Extracted data entries:
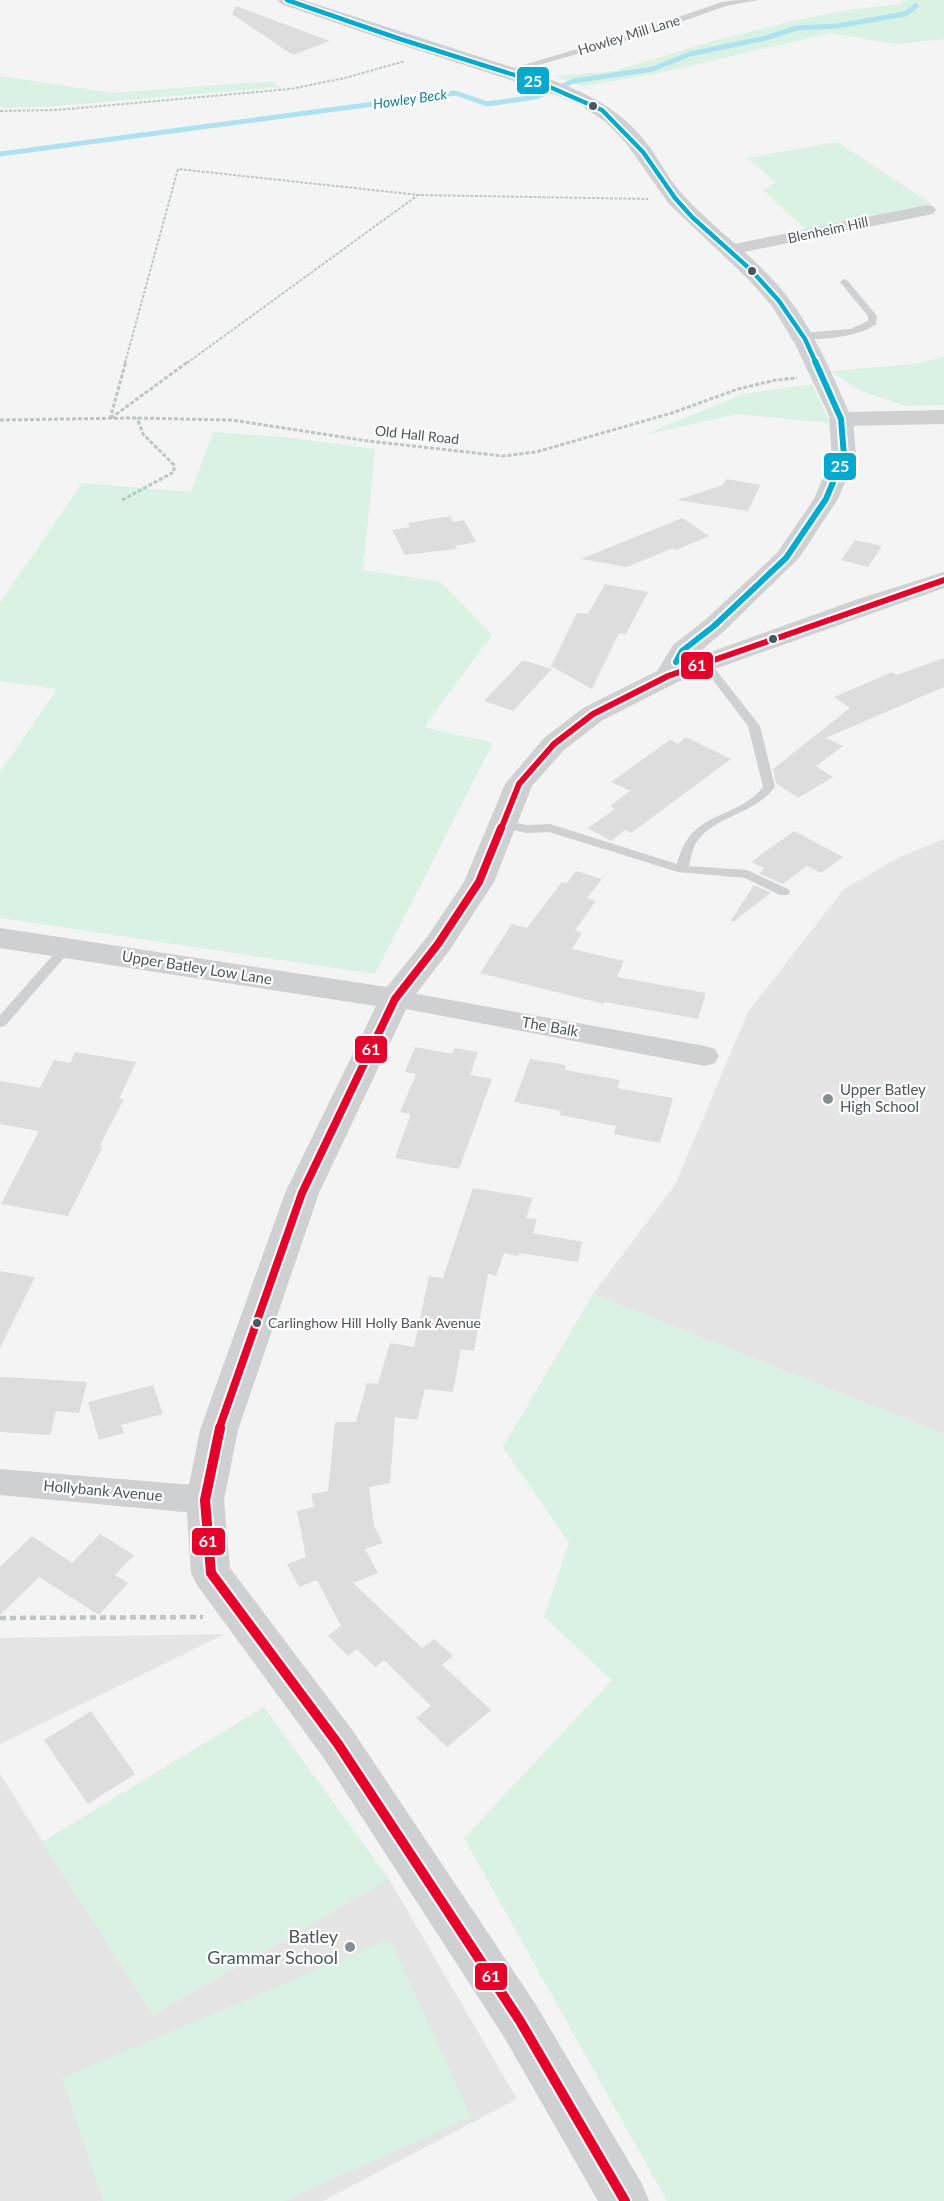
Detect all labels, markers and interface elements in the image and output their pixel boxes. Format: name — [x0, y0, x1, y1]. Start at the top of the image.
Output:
street label: Howley Mill Lane — [576, 11, 682, 58]
line badge: 25 — [516, 66, 550, 95]
text: 25 — [524, 71, 542, 90]
water label: Howley Beck — [372, 85, 448, 112]
unlabelled marker — [587, 100, 599, 112]
street label: Blenheim Hill — [786, 213, 870, 246]
unlabelled marker — [746, 265, 758, 277]
street label: Old Hall Road — [374, 422, 460, 447]
line badge: 25 — [823, 452, 857, 481]
text: 25 — [831, 456, 849, 475]
unlabelled marker — [767, 633, 779, 645]
line badge: 61 — [680, 651, 714, 680]
text: 61 — [688, 655, 706, 674]
street label: Upper Batley Low Lane — [121, 946, 274, 988]
street label: The Balk — [521, 1012, 580, 1040]
line badge: 61 — [354, 1035, 388, 1064]
text: 61 — [362, 1039, 380, 1058]
place label: Upper Batley High School — [840, 1080, 926, 1115]
marker: Upper Batley High School — [821, 1092, 835, 1106]
place label: Carlinghow Hill Holly Bank Avenue — [268, 1314, 481, 1331]
marker: Carlinghow Hill Holly Bank Avenue — [251, 1317, 263, 1329]
street label: Hollybank Avenue — [43, 1476, 163, 1504]
line badge: 61 — [191, 1527, 226, 1556]
text: 61 — [199, 1531, 217, 1550]
place label: Batley Grammar School — [207, 1925, 339, 1968]
marker: Batley Grammar School — [343, 1940, 357, 1954]
line badge: 61 — [474, 1962, 508, 1991]
text: 61 — [482, 1966, 500, 1985]

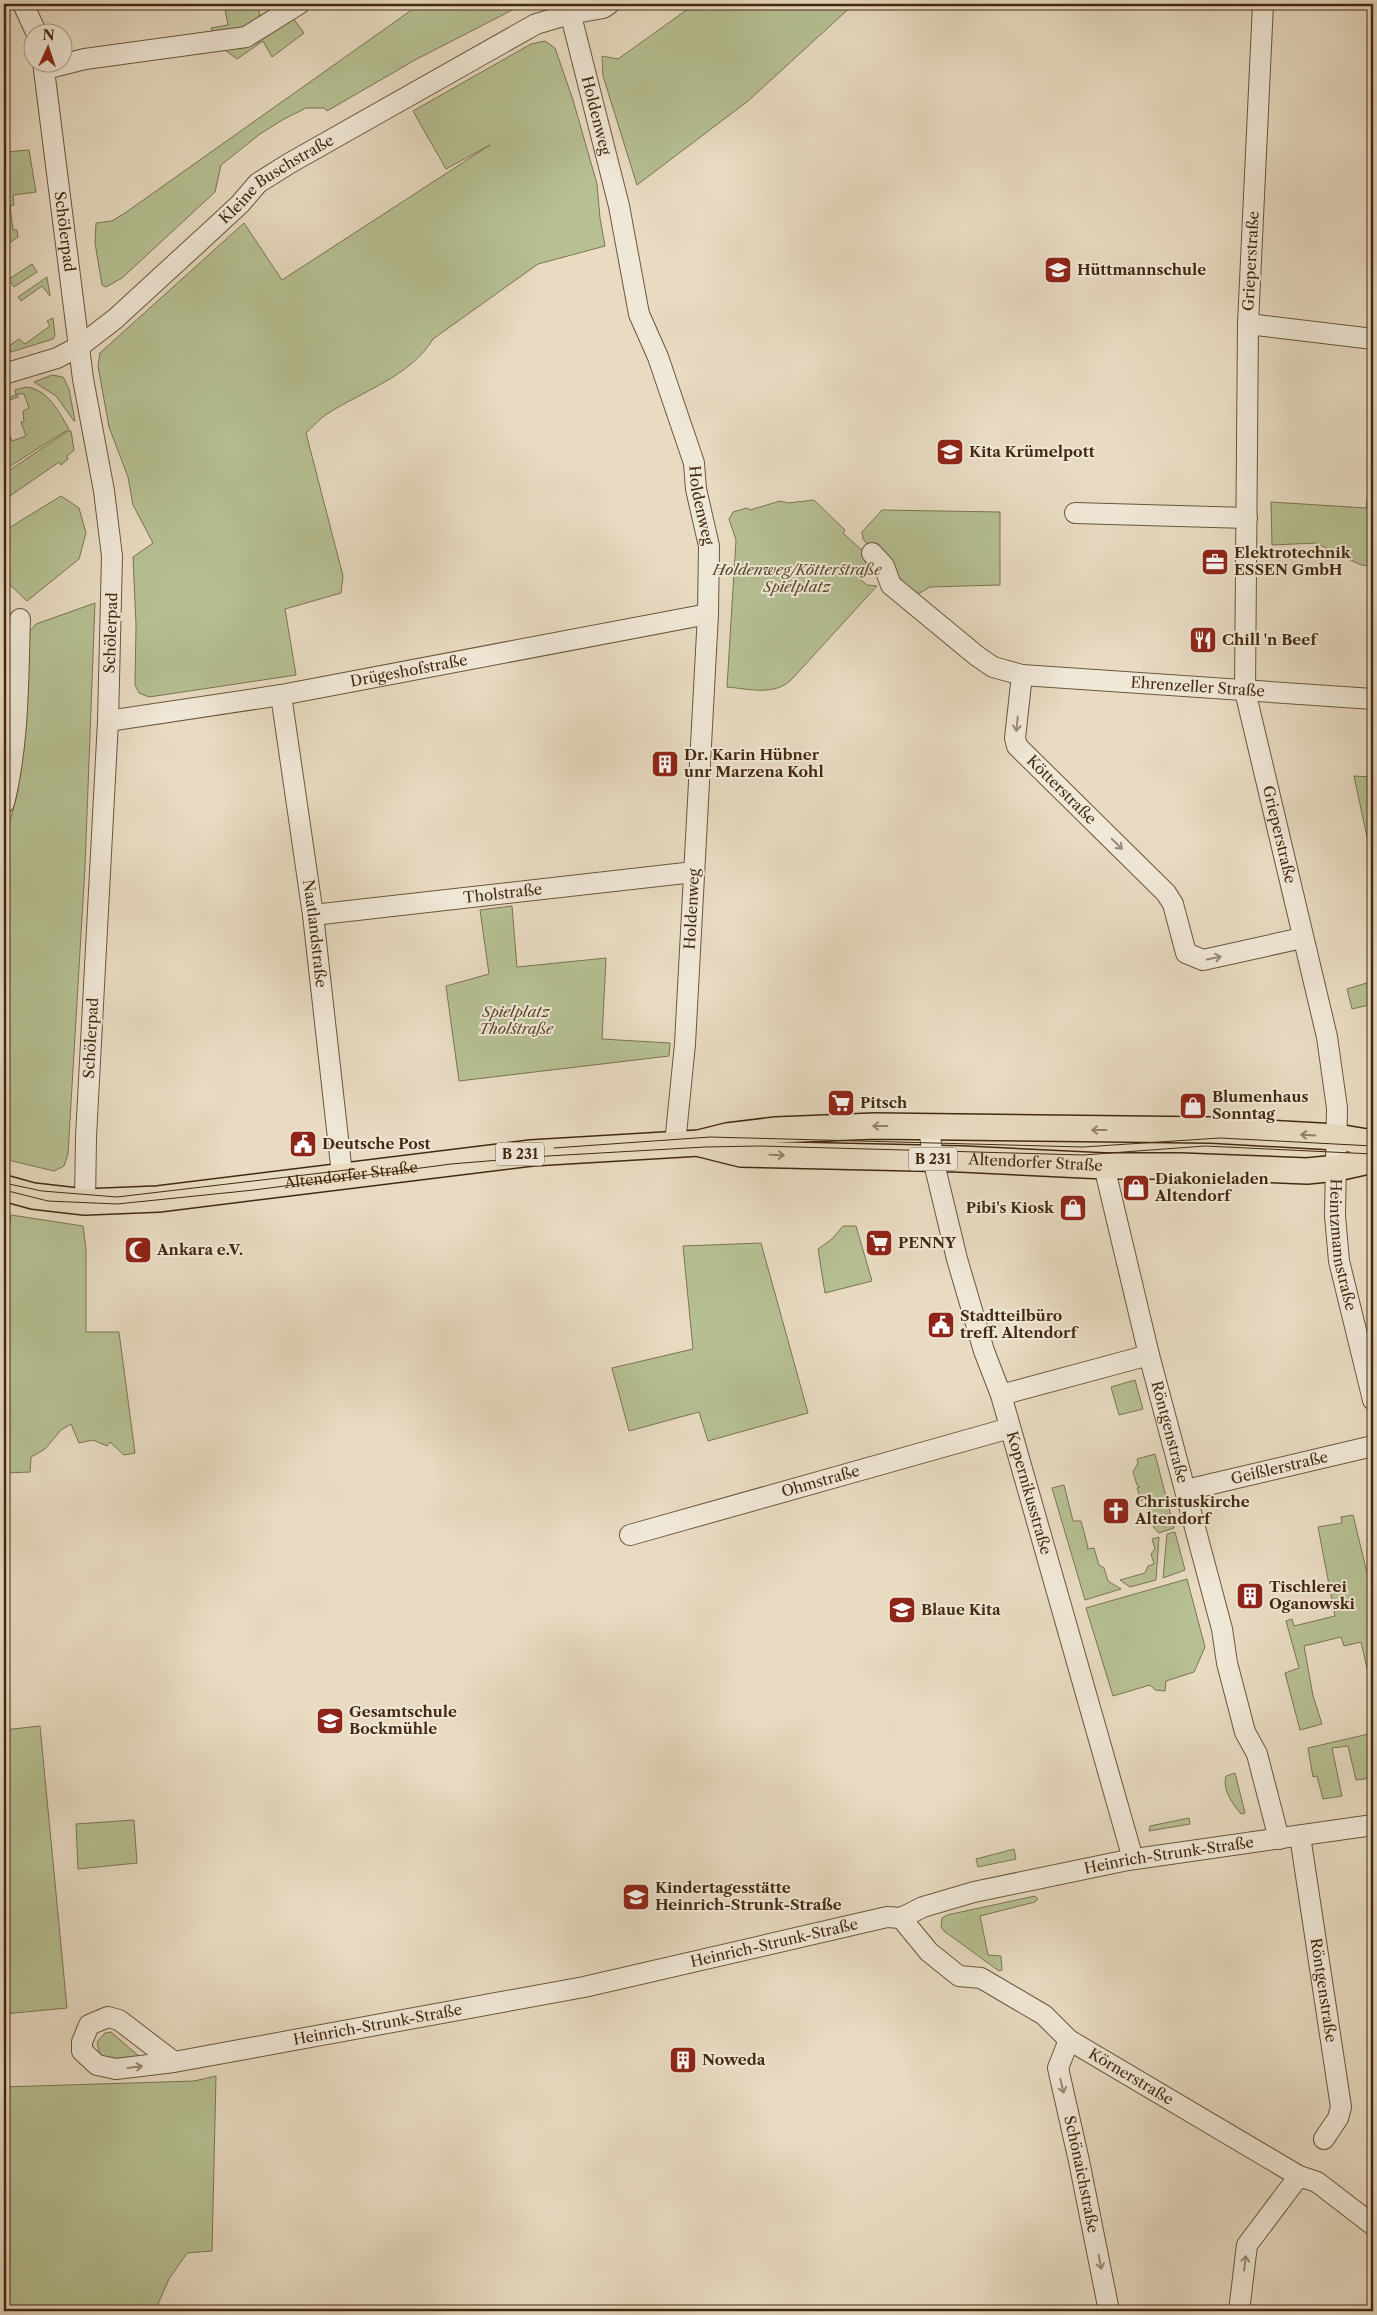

Assignment:
Which lines of the data include the string "text"? Copy each of them.

Written solution:
text: 25 — [524, 71, 542, 90]
text: 25 — [831, 456, 849, 475]
text: 61 — [688, 655, 706, 674]
text: 61 — [362, 1039, 380, 1058]
text: 61 — [199, 1531, 217, 1550]
text: 61 — [482, 1966, 500, 1985]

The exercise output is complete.